INSTRUCTIONS TO FOLLOW :: Give back all the data below exactly as it is shown.

(Saved entries)
· · · · ·

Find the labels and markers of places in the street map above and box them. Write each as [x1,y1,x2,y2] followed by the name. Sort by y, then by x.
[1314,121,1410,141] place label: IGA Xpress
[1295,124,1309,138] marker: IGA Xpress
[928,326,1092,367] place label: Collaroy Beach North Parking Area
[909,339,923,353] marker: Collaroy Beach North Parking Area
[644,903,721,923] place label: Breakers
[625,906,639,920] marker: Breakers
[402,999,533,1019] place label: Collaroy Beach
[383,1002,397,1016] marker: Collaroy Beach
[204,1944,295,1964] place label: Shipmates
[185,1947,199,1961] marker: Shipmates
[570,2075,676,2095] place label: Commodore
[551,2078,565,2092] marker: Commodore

· · · · ·

ANSWER SECTION ::
Find the labels and markers of places in the street map above and box them. Write each as [x1,y1,x2,y2] followed by the name. Sort by y, then by x.
[1314,121,1410,141] place label: IGA Xpress
[1295,124,1309,138] marker: IGA Xpress
[928,326,1092,367] place label: Collaroy Beach North Parking Area
[909,339,923,353] marker: Collaroy Beach North Parking Area
[644,903,721,923] place label: Breakers
[625,906,639,920] marker: Breakers
[402,999,533,1019] place label: Collaroy Beach
[383,1002,397,1016] marker: Collaroy Beach
[204,1944,295,1964] place label: Shipmates
[185,1947,199,1961] marker: Shipmates
[570,2075,676,2095] place label: Commodore
[551,2078,565,2092] marker: Commodore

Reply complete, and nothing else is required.